Круг разомкнул Торди. Парень даже обрадовался визиту: слишком долго не было новостей. Поговорить им удалось только к вечеру. К лицу генерала прилипла таинственная недоулыбка.
— Ты, вероятно, заметил, что большинство новобранцев проводят в лагере полтора года, прежде чем мы поручаем им сколько-нибудь серьёзные дела, а ты тут едва ли половину отведённого на воспитание бойца времени — если б я самовольно определил тебя на ответственную должность, меня бы многие осудили.
— Ещё один пустой и бессмысленный год. Я ожидал другого, вступая в отряд.
— Напрасно — это ведь галт-отряд. Терпение, Аваро, оно пригодится. Да, ты здесь недолго. Но тебе уже сколько? Двадцать? Хотя возраст не имеет значения: то, что ты пережил в Фосе, сделало тебя мужчиной, вылепило личность — мне ли не знать. Твои таланты уникальны. Хорошо, что ты смог показать их во всей красе, — в отчёте Квиеты тебе нет равных. Считаю, мы совершаем ошибку, заставляя тебя рассиживаться здесь, пока в окрестностях Сервона случаются беспорядки. И с моим мнением согласились более могущественные силы.
— Чем же я могу помочь?
— Мы удивились, когда узнали, что ты не просто гончая, а самая настоящая ищейка — умная, цепкая, внимательная. Вместе эти качества встречаются нечасто, потому тебя готовы зачислить в малочисленный, но весьма привилегированный отряд. Ты станешь охотником за головами.

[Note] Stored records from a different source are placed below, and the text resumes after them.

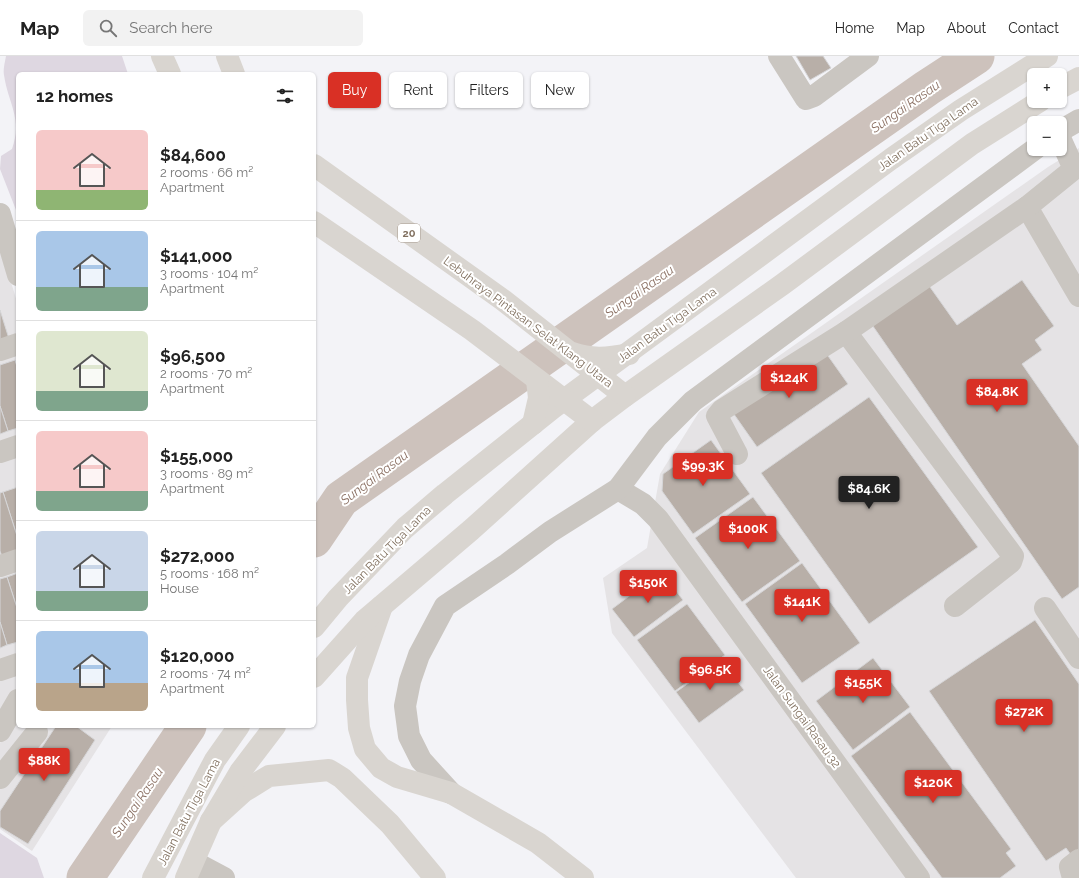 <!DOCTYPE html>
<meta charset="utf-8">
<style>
:root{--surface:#fff;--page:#f2f2f2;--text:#222;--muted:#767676;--line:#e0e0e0;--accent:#d93025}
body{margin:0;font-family:Raleway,sans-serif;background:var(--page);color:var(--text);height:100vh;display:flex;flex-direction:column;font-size:15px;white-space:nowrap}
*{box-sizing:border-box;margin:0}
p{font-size:13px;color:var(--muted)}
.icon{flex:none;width:22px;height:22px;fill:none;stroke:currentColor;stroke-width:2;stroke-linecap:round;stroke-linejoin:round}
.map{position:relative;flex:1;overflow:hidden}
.side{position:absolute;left:16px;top:16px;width:300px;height:656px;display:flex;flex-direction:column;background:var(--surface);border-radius:6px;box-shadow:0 1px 3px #0004}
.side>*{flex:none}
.guide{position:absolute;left:328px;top:16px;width:380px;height:36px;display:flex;gap:8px}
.buttons{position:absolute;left:1027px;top:12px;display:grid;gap:8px}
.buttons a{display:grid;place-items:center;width:40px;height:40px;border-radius:6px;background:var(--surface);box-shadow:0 1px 3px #0004;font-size:20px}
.price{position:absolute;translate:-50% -34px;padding:0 9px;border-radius:4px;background:var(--accent);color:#fff;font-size:13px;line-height:26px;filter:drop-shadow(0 1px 2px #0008)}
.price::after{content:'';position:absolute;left:50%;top:24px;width:12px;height:9px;margin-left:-6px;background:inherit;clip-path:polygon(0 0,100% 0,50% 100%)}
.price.active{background:#222;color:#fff}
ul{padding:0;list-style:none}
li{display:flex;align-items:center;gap:12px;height:100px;padding:0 20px}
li+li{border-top:1px solid var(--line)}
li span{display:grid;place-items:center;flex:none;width:112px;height:80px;border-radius:6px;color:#555}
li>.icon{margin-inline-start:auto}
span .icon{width:48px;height:48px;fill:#fffc;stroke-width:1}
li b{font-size:17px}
h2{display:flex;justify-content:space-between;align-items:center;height:48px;padding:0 20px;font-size:17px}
.chip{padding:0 14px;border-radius:6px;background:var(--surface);box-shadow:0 1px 3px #0004;font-size:14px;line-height:36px}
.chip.active{background:var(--accent);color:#fff}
header{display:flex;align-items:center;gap:24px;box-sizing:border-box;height:56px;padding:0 20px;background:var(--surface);border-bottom:1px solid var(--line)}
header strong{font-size:19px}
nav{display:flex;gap:22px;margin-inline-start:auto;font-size:14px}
.search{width:280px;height:36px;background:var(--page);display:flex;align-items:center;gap:10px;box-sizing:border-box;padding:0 14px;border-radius:6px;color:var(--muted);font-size:15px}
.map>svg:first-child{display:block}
.built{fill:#e5e3e5}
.green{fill:#ded7e1}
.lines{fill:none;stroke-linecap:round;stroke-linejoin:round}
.river{stroke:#cdc2bc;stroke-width:37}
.building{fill:#b8afa8;stroke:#d6d6d8}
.minor{stroke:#cac6c1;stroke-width:22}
.major{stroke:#d9d5d0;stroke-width:22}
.highway{stroke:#d9d5d0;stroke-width:22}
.labels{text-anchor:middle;stroke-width:4;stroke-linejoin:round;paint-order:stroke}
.shield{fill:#fff;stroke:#a79b8f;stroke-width:1}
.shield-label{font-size:11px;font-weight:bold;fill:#81705f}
.street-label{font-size:12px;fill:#81705f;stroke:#fff}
.water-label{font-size:13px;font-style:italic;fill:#8b7063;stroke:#fff}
</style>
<header>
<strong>Map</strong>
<div class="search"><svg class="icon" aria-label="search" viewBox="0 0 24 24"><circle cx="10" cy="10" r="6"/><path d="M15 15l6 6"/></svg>Search here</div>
<nav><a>Home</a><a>Map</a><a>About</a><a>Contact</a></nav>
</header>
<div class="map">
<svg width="1079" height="822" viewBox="0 0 1079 822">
<rect width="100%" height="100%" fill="#f3f3f7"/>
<g class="built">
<polygon points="1079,92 1079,822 796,822 612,577 603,522 647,492 660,418 699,356 1048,111"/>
<polygon points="0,190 18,249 18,670 112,670 32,795 0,773 0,687 5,675 0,667"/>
</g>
<g class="green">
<path d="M6 0H122L128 18H18V154H16L0 113 1 100 12 93C23 63 8 47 4 19 3 13 5 6 6 0Z"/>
<polygon points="0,777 37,802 44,822 0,822"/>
</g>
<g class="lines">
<g class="river">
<polyline points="314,483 341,443 927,32 976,0"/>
<polyline points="85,822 188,670"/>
</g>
</g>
<g class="building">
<polygon points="796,0 823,0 831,12 810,24"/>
<polygon points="925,224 957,269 1022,224 1054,270 1035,284 1042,294 1022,308 1079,390 1079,531 1062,543 868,263"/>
<polygon points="0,254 10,286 0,289"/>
<polygon points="826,297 848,328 757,391 731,354"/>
<polygon points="15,304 18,314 18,372 8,375 0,350 0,309"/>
<polygon points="869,341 978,491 869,568 761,417"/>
<polygon points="0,350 8,375 0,378"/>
<polygon points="711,384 750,438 693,478 662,435 663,418"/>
<polygon points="18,431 18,483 3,436"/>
<polygon points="3,436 18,483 18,498 3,503 0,495 0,437"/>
<polygon points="753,441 800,505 742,546 695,482"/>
<polygon points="802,507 860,587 802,627 745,548"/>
<polygon points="661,516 683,544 634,581 612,553"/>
<polygon points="18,517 18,555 7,521"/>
<polygon points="7,521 18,555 18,586 7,589 0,566 0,523"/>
<polygon points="687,548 725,599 675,635 637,584"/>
<polygon points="1035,564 1079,628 1079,793 1071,799 1066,792 1046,805 929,635"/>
<polygon points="0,566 7,589 0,592"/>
<polygon points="873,602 910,651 853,694 816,645"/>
<polygon points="721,604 744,634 699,667 676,636"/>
<polygon points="910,656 1011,793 1006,797 1016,810 1000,822 942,822 851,700"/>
<polygon points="56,670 76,670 95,684 28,788 0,771 0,755"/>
</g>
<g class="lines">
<g class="minor">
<polyline points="779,0 806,43 814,40 868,0"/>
<polyline points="1060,75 1079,64"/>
<polyline points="1027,151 1079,240"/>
<polyline points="0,158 18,219"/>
<polyline points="846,276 1013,500 1011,506 955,550"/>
<polyline points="0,294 18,288"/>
<polyline points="0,396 18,390"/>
<polyline points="737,398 717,360 722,354 846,276 1027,151 1074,113 1060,82"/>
<polyline points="618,433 643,448 658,463 919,822"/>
<polyline points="0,510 18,504"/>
<polyline points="1045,552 1079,602"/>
<polyline points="0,614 18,608"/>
<polyline points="0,675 18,644"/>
<polyline points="0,722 37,676"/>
<polyline points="451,737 421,704 409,680 405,650 410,625 419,599 445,550 507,508 550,476 618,433 657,381 693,345 1035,93"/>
<polyline points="190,822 194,806 224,822"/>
<polyline points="1073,822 1070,811 1079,804"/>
</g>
<g class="major">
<polyline points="1060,32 1079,22"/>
<polyline points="382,550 357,622 357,644 359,672 365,693 381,712 397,721 451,737 538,787 583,822"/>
<polyline points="314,571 338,542 405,472 445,438 553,352 891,103 961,54 1047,0"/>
<polyline points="314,621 364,565 471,474 592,365 625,340 783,228 972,88 1040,45"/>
<polyline points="211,765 243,736 269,720 329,714 342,722 390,768 435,822"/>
<polyline points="153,822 215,704 239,670"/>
<polyline points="186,822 211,765 240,716 275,670"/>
</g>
<g class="highway">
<polyline points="162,0 170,18"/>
<polyline points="227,0 234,18"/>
<polyline points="314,109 503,244 625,340"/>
<polyline points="314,166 472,274 592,365"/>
<path d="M572 297C592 304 608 302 629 298"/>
<polyline points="533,368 539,342 537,324"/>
</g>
</g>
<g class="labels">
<rect class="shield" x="398" y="168" width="22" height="18" rx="3"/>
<g class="shield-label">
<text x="409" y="181">20</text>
</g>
<g class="street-label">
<text transform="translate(928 78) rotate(-35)" y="4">Jalan Batu Tiga Lama</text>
<text transform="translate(528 266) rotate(37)" y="4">Lebuhraya Pintasan Selat Klang Utara</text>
<text transform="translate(667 269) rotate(-36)" y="4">Jalan Batu Tiga Lama</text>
<text transform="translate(387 494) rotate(-45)" y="4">Jalan Batu Tiga Lama</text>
<text transform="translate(802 661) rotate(54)" y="4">Jalan Sungai Rasau 32</text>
<text transform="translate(189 756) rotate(-62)" y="4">Jalan Batu Tiga Lama</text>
</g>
<g class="water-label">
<text transform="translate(905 50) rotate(-35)" y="5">Sungai Rasau</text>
<text transform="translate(639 235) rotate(-35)" y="5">Sungai Rasau</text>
<text transform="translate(374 421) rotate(-37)" y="5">Sungai Rasau</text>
<text transform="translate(137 746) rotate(-56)" y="5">Sungai Rasau</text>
</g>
</g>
</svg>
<div class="buttons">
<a>+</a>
<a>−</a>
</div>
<b class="price" style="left:789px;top:343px">$124K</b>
<b class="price" style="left:997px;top:357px">$84.8K</b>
<b class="price" style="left:703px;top:431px">$99.3K</b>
<b class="price active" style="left:869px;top:454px">$84.6K</b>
<b class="price" style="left:748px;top:494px">$100K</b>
<b class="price" style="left:648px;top:548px">$150K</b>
<b class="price" style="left:802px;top:567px">$141K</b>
<b class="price" style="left:710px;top:635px">$96.5K</b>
<b class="price" style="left:863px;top:648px">$155K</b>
<b class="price" style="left:1024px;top:677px">$272K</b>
<b class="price" style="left:44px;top:726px">$88K</b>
<b class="price" style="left:933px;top:748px">$120K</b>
<div class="guide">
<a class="chip active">Buy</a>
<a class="chip">Rent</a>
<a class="chip">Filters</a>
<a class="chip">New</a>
</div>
<section class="side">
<h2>12 homes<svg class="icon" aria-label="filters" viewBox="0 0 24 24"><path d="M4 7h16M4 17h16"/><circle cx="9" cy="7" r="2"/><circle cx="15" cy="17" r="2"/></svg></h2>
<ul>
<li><span style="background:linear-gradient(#f6c9c9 75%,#8fb573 0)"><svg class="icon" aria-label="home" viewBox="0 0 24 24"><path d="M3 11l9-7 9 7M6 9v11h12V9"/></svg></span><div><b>$84,600</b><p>2 rooms · 66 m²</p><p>Apartment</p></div></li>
<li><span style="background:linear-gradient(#a9c7e8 70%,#7fa58c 0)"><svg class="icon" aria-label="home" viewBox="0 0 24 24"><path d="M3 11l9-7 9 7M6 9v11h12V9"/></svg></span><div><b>$141,000</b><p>3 rooms · 104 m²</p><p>Apartment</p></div></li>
<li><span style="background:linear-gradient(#dfe7d0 75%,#7fa58c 0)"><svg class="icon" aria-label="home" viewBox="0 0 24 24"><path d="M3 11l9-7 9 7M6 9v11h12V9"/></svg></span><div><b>$96,500</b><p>2 rooms · 70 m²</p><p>Apartment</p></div></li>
<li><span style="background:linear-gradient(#f6c9c9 75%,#7fa58c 0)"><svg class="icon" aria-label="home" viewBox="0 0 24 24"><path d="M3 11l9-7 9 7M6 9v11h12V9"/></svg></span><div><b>$155,000</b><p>3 rooms · 89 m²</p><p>Apartment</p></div></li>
<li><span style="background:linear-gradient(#c9d6e8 75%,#7fa58c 0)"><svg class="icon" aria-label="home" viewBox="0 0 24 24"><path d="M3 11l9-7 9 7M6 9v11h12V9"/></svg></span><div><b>$272,000</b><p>5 rooms · 168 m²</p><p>House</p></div></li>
<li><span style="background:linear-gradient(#a9c7e8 65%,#b9a48a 0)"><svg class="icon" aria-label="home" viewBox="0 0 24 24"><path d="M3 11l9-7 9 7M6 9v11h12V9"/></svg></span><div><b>$120,000</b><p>2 rooms · 74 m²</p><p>Apartment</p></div></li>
</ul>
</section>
</div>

— Ищейка… — хмыкнул Аваро. — Мне не по нутру ловить людей. Даже если речь о преступниках.
— Тебе не надо будет ловить — только выслеживать и, когда потребуется, загонять в сети. На родине тебя ведь этому учили? Сам поразмысли: где ещё найдёшь такую свободу? Непрерывную борьбу. Жизнь суетно-деятельную, но напрочь лишённую скуки.
— Свободу? Я буду работать один?
— С напарником — опытным, надёжным, закалённым во всяческих передрягах, но не смеющим, да и не желающим тобой командовать. Полное равенство и взаимопомощь. Но я бы посоветовал к нему прислушиваться. Итак, твой ответ?
— У меня есть выбор?
— Конечно! Можешь остаться в галт-отряде до полной умственной зрелости.
— Ни за что.
— Вот и решили. Поживёшь в лагере, пока не освободится комната в городе, но появляться здесь ты будешь редко. Готовься к постоянным разъездам. Завтра к тебе наведается напарник.
Следующим утром новоиспечённого охотника за головами ждал сюрприз. Торди умолчал о главном — о том, что Аваро с напарником уже знаком. На перилах лесенки в отличительной вызывающе вальяжной манере восседал Фирб.